In chapter 7 of Spivak calculus, it is proved that if n is odd, then the 'n'th degree polynomial equation f(x) has a root. I do understand what goes into the proof and can follow steps easily.
But, my question is
1.How did they think of a proof like that?
2.By trial and error, did they find the set of values of x where the conditions for Intermediate Value theorem are satisfied?

2. Apr 3, 2016

### andrewkirk

One knows from experience with polynomials that, if they have odd order, they go to $+\infty$ as $x\to\infty$ and to $-\infty$ as $x\to -\infty$. The manipulations in the proof are simply a way of formalising that so that, given a set of polynomial coefficients, we get an expression for how big $|x|$ has to be for the polynomial to be certainly negative at $-x$ and positive at $x$. The approach taken is to separate the polynomial into a part that is constant and a part that shrinks to zero as $|x|\to\infty$, because that allows us to quantify how big $|x|$ needs to be for us to be sure that the constant part wins, so that the sign of the polynomial value will be the same as the sign of $x^n$ which is the same as the sign of $x$ (because $n$ is odd).
No.

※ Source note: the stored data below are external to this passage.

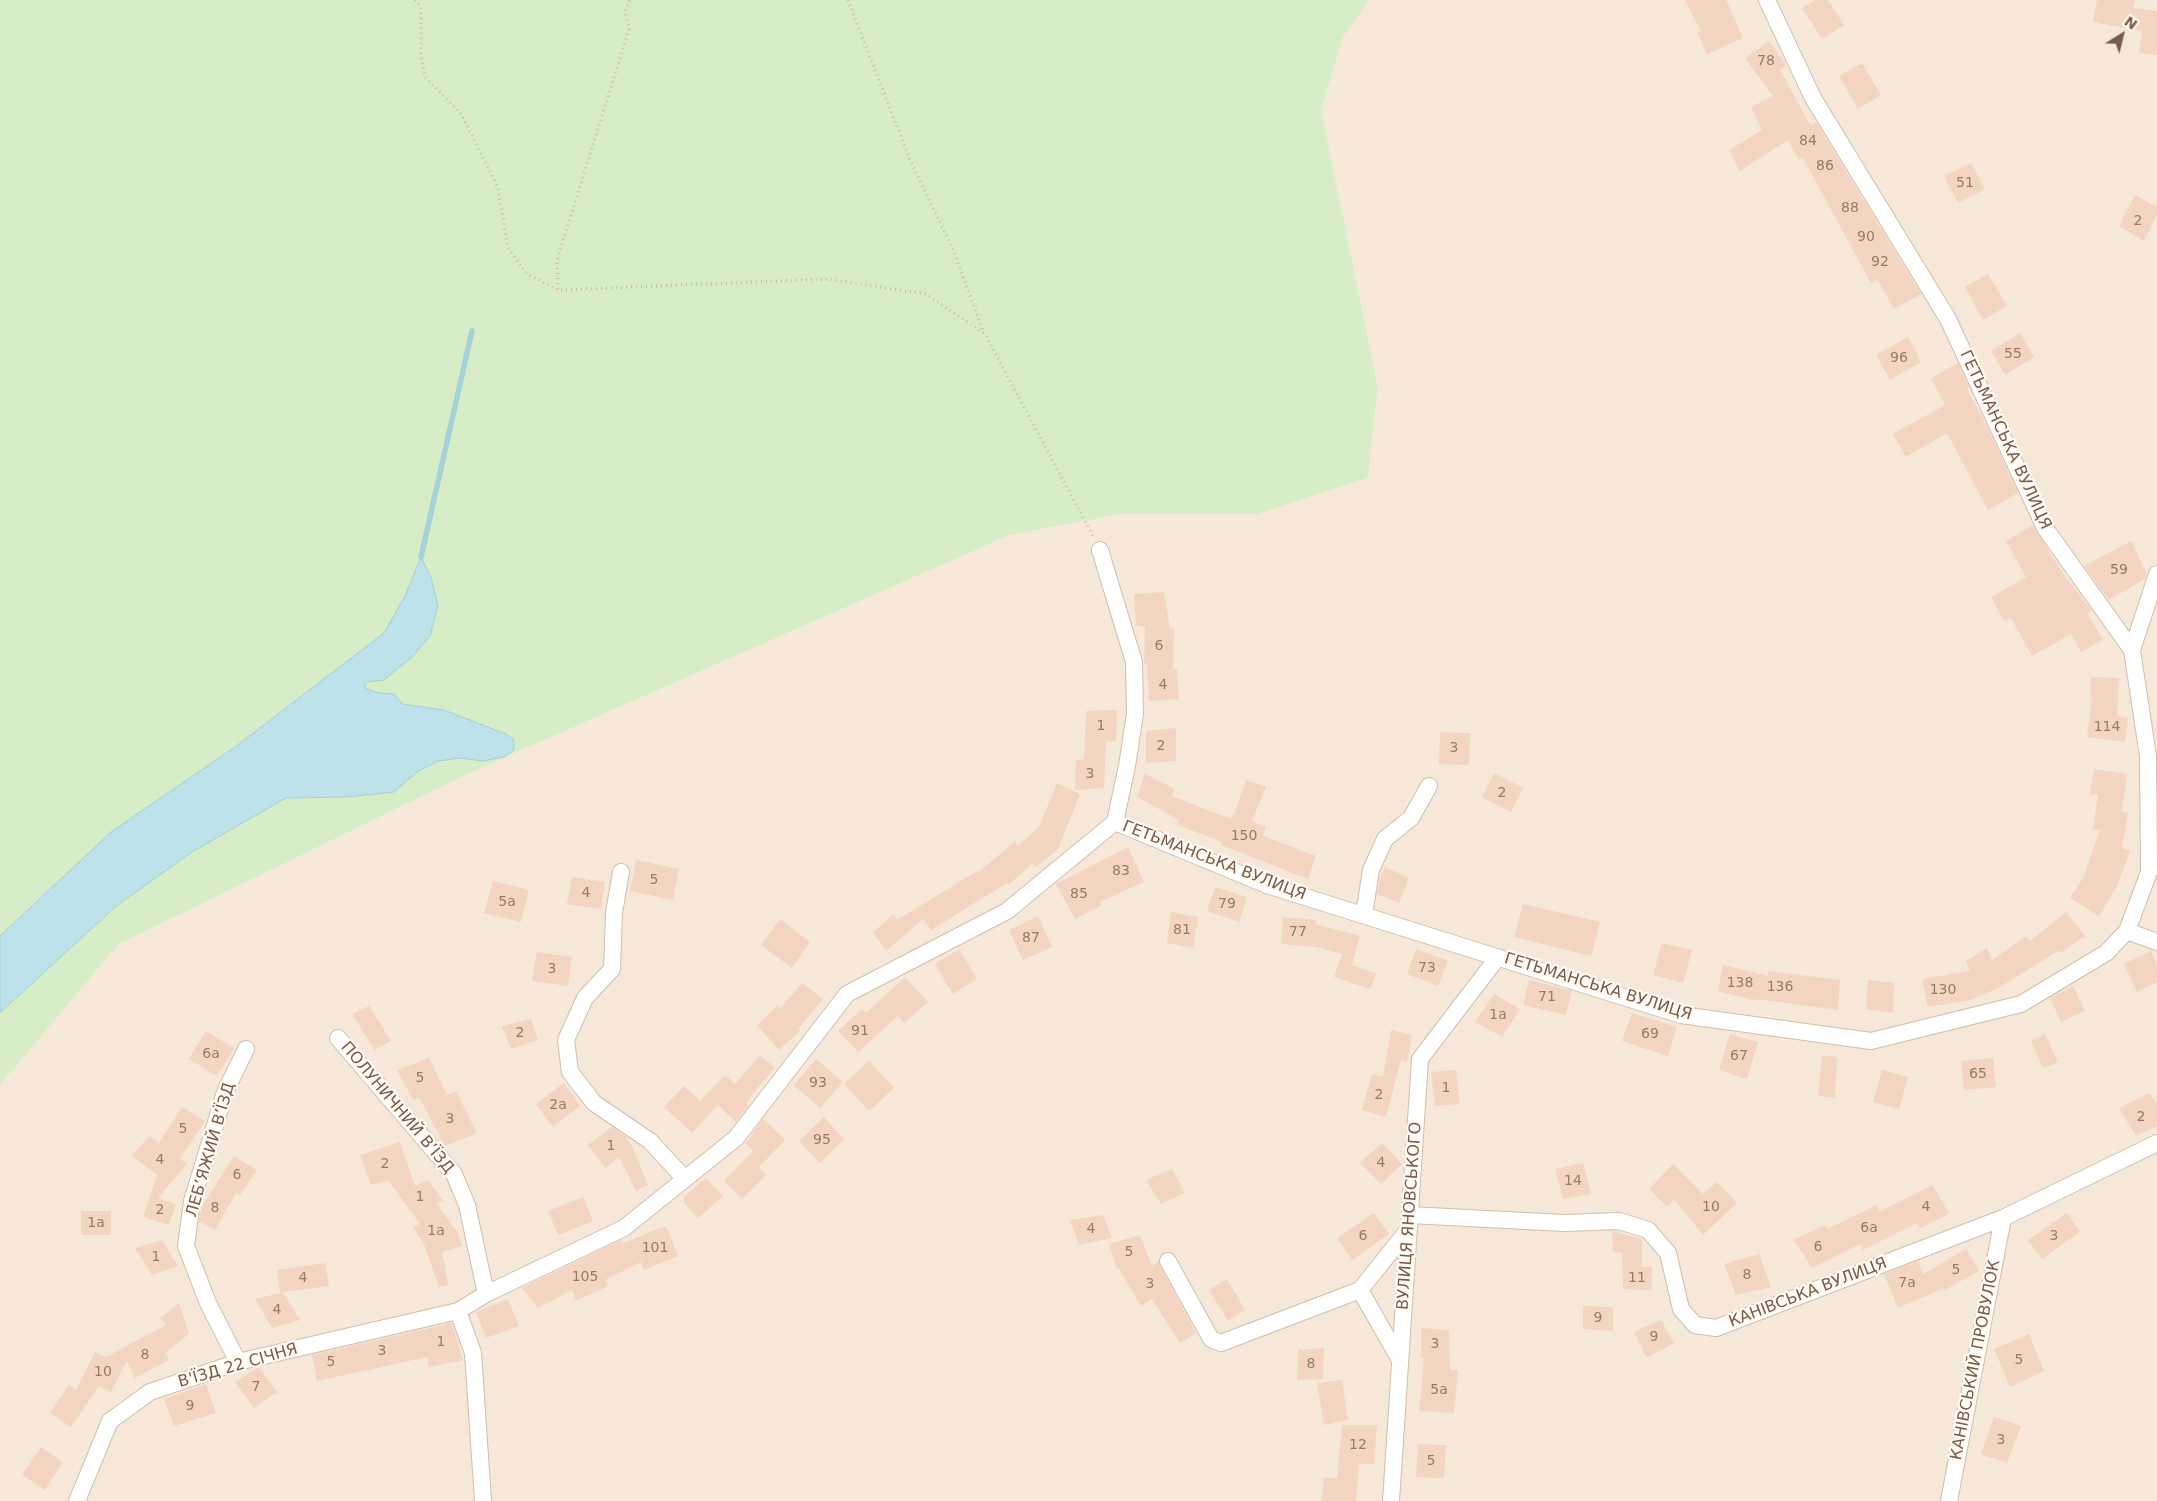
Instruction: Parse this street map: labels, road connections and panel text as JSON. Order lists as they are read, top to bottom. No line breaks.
{"streets":{"street":["ГЕТЬМАНСЬКА ВУЛИЦЯ","ПОЛУНИЧНИЙ В’ЇЗД","ЛЕБ’ЯЖИЙ В’ЇЗД","ВУЛИЦЯ ЯНОВСЬКОГО","КАНІВСЬКА ВУЛИЦЯ","КАНІВСЬКИЙ ПРОВУЛОК","В'ЇЗД 22 СІЧНЯ"]},"crossings":[["ГЕТЬМАНСЬКА ВУЛИЦЯ","ПОЛУНИЧНИЙ В’ЇЗД"],["ГЕТЬМАНСЬКА ВУЛИЦЯ","ВУЛИЦЯ ЯНОВСЬКОГО"],["ГЕТЬМАНСЬКА ВУЛИЦЯ","В'ЇЗД 22 СІЧНЯ"],["ЛЕБ’ЯЖИЙ В’ЇЗД","В'ЇЗД 22 СІЧНЯ"],["ВУЛИЦЯ ЯНОВСЬКОГО","КАНІВСЬКА ВУЛИЦЯ"],["КАНІВСЬКА ВУЛИЦЯ","КАНІВСЬКИЙ ПРОВУЛОК"]],"house_numbers":["78","84","86","51","88","2","90","92","55","96","59","6","4","1","114","2","3","3","2","150","83","5","4","85","5а","79","81","77","87","73","3","138","136","130","71","1а","91","2","69","6а","67","65","5","93","1","2","2а","2","3","5","95","1","4","4","2","6","14","1","10","4","8","2","1а","6а","4","1а","6","3","6","101","5","1","5","8","105","4","11","7а","3","4","9","9","1","3","3","8","5","5","8","10","7","5а","9","3","12","5"],"north":"top right"}
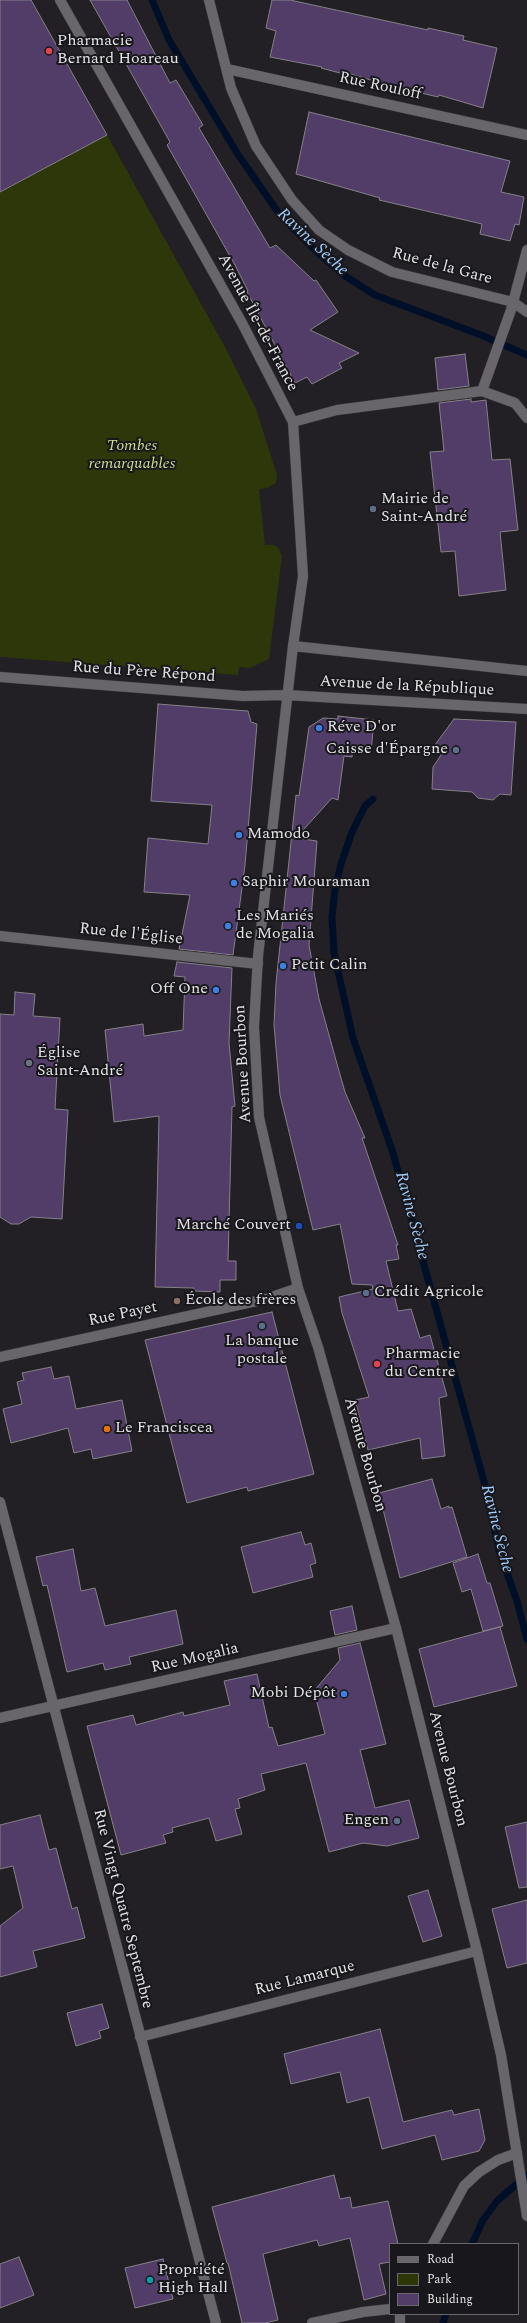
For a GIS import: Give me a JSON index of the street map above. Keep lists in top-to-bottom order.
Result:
{
  "streets": {
    "street": [
      "Rue Rouloff",
      "Rue de la Gare",
      "Avenue Île-de-France",
      "Rue du Père Répond",
      "Avenue de la République",
      "Rue de l'Église",
      "Avenue Bourbon",
      "Rue Payet",
      "Rue Mogalia",
      "Rue Vingt Quatre Septembre",
      "Rue Lamarque"
    ]
  },
  "crossings": [
    ["Rue Rouloff", "Rue de la Gare"],
    ["Avenue Île-de-France", "Rue du Père Répond"],
    ["Avenue Île-de-France", "Avenue de la République"],
    ["Avenue Île-de-France", "Avenue Bourbon"],
    ["Rue du Père Répond", "Avenue de la République"],
    ["Rue du Père Répond", "Avenue Bourbon"],
    ["Avenue de la République", "Avenue Bourbon"],
    ["Rue de l'Église", "Avenue Bourbon"],
    ["Avenue Bourbon", "Rue Payet"],
    ["Avenue Bourbon", "Rue Mogalia"],
    ["Avenue Bourbon", "Rue Lamarque"],
    ["Rue Mogalia", "Rue Vingt Quatre Septembre"],
    ["Rue Vingt Quatre Septembre", "Rue Lamarque"]
  ],
  "water": ["Ravine Sèche"],
  "parks": ["Tombes remarquables"],
  "places": [
    "Pharmacie Bernard Hoareau",
    "Mairie de Saint-André",
    "Réve D'or",
    "Caisse d'Épargne",
    "Mamodo",
    "Saphir Mouraman",
    "Les Mariés de Mogalia",
    "Petit Calin",
    "Off One",
    "Église Saint-André",
    "Marché Couvert",
    "Crédit Agricole",
    "École des frères",
    "La banque postale",
    "Pharmacie du Centre",
    "Le Franciscea",
    "Mobi Dépôt",
    "Engen",
    "Propriété High Hall"
  ],
  "legend": ["Road", "Park", "Building"]
}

The proof doesn't have to find the value, and doesn't do so. It is a proof that the root exists. It says nothing about how to find it. To find the value, one would use Numerical Analysis techniques, unless a factorisation suggested itself.

3. Apr 5, 2016

### mathwonk

in my opinion writing the proof as mike does makes it look mysterious when actually it is easy. the point is just to show that f(x) goes to + infinity as x does, and f(x) goes to - infinity as x does. hence it must equal zero somewhere. but he is being super pedantic and actually showing how to express the points where f(x) is positive and negative in terms of the coefficients. really, by the factorization he used near the beginning, pulling out a factor of x^n, he is reducing to the case of the polynomial x^n.

he could have made it look easier by proving as lemmas that result for x^n, and then also proving that c/x^k goes to zero for any constant c and any exponent k ≥ 1.

4. Apr 5, 2016

### HallsofIvy

Staff Emeritus
I don't know if this is what you would consider "super-pedantic" but the fact that f is a polynomial of odd degree does NOT immediately imply that "f(x) goes to + infinity as x does, and f(x) goes to - infinity as x does. It depends upon the leading coefficient. If the leading coefficient is positive then this is true. If the leading coefficient is negative then "f(x) goes to - infinity as x goes to + infinity" and "f(x) goes to + infinity as x goes to - infinity". Of course, in either case, f must have a 0 somewhere.

5. Apr 6, 2016

### Alpharup

This is really logical...

6. Apr 7, 2016

### mathwonk

quite right Halls for the general case. however if you read the cited section in Spivak (theorem 9, chapter 7, in my edition), you will see that he considers only monic polynomials f(x), which is why i said what i did, since with Spivak's definition of f(x), i.e. leading coefficient = 1, hence positive, it is correct.

7. Apr 7, 2016

### HallsofIvy

Staff Emeritus
Thanks for letting me know that.

8. Apr 7, 2016

### mathwonk

I should have been more self contained, but after a moments reflection I decided to save writing. Unfortunately it made my comment understandable only by people actually reading spivak. Of course, as Halls explains, we also have the theorem not just in the monic case, but for all odd degree real polynomials.

Last edited: Apr 7, 2016